Climate Change: Moving The Paris Agreement From Words To Deeds

Miguel Schloss


Economic and social development the world has experienced in the last couple of centuries has been unprecedented, propelled by technological advances that have overcome famine and extended life expectancy in much of the world. This has been reflected in productivity gains in agriculture, industrial development, advances in communications, transport and energy never experienced in much of recorded history. But this has brought increases in CO2 emissions since the industrial age, whose full implications are as yet somewhat unpredictable. However, an increasingly widespread consensus has emerged that there is the need to reverse these emissions to prevent global average temperature increases to less than 2 Celsius. The Agreement reached by the 195 countries in climate talks in Paris requires an overhaul of historic proportions for energy
 policies worldwide and investment of the order of $16.5 trillion of spending on 
renewables and efficiency, as well as carbon capture and storage through 2030, to meet the agreed targets outlined, as estimated by the International Energy Agency. In essence, the deal aims at limiting global temperature increase since the Industrial Revolution of the 18th and 19th centuries 
to 2 degrees Celsius (3.6 degrees Fahrenheit), while calling on
 nations to “pursue efforts to limit the temperature increase to
1.5 degrees.” The Paris Agreement provides a framework for such effort, and will require significant reductions in hydrocarbons investments, increases in emissions costs, reduction in deforestation, intensive reengineering of energy sources in use, and profound changes in transport systems.
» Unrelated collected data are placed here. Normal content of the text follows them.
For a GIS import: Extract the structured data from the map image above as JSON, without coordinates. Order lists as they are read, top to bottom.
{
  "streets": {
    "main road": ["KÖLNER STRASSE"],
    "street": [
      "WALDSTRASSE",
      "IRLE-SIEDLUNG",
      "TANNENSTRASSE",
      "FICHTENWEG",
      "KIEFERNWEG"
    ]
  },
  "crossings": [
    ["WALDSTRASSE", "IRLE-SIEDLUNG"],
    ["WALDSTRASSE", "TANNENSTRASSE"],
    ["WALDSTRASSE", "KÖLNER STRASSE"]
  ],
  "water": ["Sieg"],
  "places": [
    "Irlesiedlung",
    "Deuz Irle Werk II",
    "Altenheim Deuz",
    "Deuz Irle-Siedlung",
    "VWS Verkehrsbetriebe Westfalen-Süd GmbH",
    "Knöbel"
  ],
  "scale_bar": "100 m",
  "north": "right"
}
None of this will take place on its own or be politically, economically and technically easy. Henceforth emphasis must focus on how to move from words to deeds in a manner that does not affect negatively economic development. This article is focused on four areas that need special attention to ensure that future efforts can adequately address concerns of efficiency and effectiveness, which have hitherto received scant attention, with consequent limited progress and results in climate change actions. As there are few precedents in this emerging area, this article is based on benchmark analysis the author has conducted to assist several Governments in designing policies to deal with the emerging issues climate change is posing.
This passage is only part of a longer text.